» The problem: Across the records, find how many lines include the string "data" and answer with only the figure.

» Source records:
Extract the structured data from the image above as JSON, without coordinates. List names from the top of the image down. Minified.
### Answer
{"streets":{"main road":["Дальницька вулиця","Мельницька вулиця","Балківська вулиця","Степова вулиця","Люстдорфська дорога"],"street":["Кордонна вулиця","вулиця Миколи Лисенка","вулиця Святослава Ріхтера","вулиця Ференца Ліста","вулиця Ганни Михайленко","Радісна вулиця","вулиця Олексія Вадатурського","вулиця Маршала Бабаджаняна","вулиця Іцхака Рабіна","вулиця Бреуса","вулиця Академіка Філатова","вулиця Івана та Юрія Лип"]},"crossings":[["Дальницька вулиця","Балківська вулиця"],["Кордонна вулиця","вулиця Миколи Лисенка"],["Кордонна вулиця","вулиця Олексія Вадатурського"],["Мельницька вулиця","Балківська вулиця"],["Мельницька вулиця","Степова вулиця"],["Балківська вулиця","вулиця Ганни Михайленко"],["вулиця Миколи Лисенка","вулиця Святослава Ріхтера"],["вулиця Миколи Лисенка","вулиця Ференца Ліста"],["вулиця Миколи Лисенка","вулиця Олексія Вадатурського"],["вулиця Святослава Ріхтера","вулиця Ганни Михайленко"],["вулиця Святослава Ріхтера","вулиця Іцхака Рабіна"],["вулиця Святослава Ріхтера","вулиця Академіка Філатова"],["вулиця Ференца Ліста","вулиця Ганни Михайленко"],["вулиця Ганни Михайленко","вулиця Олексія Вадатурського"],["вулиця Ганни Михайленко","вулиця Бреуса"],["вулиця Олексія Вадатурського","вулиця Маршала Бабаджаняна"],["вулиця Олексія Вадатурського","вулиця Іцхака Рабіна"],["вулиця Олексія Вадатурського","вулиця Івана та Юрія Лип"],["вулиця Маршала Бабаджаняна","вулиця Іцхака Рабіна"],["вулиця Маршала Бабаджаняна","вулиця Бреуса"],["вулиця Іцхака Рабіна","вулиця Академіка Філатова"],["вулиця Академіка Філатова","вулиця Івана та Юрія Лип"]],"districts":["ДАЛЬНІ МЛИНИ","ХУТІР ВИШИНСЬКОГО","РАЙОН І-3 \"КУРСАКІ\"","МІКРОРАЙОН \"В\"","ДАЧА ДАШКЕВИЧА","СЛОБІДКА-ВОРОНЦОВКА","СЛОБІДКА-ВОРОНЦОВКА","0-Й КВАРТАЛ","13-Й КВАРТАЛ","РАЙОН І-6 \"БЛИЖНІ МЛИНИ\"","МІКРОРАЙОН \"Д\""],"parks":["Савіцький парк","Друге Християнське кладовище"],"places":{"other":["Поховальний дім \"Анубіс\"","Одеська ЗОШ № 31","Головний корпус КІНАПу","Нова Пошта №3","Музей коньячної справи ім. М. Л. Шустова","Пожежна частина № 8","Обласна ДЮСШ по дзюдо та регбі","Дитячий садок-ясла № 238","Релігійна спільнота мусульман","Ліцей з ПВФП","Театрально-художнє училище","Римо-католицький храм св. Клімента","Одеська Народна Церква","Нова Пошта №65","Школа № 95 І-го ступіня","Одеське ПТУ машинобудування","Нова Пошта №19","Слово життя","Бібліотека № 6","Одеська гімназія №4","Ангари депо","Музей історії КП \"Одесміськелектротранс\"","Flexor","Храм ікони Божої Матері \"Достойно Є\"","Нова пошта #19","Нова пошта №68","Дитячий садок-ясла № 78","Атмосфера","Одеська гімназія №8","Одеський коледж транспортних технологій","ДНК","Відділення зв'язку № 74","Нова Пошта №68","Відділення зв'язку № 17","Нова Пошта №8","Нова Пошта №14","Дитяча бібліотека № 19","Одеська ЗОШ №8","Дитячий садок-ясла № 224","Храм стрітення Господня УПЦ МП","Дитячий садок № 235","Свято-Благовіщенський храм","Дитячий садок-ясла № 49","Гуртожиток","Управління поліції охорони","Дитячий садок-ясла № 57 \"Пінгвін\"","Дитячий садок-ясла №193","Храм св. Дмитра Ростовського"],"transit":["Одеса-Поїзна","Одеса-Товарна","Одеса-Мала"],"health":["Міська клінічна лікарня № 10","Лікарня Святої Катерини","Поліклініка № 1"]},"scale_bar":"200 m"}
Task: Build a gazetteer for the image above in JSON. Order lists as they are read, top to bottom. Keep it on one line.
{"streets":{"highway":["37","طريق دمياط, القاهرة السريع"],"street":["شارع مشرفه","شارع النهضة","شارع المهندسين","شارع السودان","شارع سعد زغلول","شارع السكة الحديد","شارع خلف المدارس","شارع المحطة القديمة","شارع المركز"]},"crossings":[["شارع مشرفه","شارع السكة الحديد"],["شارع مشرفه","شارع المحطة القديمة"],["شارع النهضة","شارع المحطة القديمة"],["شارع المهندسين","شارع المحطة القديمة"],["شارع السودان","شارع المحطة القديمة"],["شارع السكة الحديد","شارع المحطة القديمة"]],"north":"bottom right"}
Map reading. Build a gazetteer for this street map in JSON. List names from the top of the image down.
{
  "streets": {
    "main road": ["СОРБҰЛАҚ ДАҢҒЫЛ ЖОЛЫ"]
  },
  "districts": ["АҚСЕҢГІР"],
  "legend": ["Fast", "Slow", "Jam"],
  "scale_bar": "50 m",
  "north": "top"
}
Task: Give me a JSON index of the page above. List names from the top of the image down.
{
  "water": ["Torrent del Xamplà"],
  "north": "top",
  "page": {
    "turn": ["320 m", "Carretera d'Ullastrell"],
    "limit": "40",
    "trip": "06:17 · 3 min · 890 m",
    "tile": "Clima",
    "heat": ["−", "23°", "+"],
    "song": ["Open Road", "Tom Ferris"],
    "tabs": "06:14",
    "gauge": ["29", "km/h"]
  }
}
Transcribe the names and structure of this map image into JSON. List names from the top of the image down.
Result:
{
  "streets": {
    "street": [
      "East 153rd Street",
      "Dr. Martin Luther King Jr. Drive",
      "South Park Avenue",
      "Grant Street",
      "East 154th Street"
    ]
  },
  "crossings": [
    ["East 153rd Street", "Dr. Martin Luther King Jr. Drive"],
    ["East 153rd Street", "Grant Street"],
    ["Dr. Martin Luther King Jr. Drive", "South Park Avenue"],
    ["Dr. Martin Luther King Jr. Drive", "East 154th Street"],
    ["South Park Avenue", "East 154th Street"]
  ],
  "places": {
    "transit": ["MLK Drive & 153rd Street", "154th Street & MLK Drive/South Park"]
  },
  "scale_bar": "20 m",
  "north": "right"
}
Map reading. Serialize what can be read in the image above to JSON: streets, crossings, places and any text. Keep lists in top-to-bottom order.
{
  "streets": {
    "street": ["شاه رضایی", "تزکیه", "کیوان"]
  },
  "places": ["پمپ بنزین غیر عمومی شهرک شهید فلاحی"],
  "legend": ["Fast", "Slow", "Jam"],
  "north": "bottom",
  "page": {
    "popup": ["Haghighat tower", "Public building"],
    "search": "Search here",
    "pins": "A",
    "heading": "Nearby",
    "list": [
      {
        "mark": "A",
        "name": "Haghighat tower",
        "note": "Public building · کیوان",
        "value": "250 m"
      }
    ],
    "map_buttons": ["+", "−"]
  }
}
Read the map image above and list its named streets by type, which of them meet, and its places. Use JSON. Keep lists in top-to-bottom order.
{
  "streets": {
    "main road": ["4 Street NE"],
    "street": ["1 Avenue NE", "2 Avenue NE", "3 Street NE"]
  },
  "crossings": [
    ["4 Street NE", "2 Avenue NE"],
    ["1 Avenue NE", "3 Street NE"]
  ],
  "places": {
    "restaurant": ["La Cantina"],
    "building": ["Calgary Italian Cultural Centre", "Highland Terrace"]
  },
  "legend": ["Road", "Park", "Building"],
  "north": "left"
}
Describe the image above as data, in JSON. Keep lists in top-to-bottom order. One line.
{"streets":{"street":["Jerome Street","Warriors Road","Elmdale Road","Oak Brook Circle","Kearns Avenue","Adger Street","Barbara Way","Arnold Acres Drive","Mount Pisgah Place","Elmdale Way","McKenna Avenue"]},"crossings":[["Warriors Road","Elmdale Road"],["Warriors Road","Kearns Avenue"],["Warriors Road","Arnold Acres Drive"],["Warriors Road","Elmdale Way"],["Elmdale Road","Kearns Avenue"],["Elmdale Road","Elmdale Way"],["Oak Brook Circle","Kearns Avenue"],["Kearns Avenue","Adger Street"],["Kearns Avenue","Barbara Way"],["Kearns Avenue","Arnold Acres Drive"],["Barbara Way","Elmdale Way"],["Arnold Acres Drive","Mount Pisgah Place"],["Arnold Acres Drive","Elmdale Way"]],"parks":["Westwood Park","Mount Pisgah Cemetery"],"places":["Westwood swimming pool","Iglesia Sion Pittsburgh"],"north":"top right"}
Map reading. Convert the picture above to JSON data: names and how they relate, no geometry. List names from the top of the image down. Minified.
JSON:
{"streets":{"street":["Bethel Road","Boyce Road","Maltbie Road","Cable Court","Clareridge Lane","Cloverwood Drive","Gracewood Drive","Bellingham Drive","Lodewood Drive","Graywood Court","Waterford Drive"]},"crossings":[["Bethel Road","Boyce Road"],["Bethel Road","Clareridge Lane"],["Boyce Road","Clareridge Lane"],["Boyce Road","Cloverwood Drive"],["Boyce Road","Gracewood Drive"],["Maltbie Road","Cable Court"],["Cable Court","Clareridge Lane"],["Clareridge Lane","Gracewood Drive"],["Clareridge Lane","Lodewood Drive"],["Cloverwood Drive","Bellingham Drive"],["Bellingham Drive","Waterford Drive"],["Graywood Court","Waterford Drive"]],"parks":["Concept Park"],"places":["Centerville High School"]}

» Task response: 3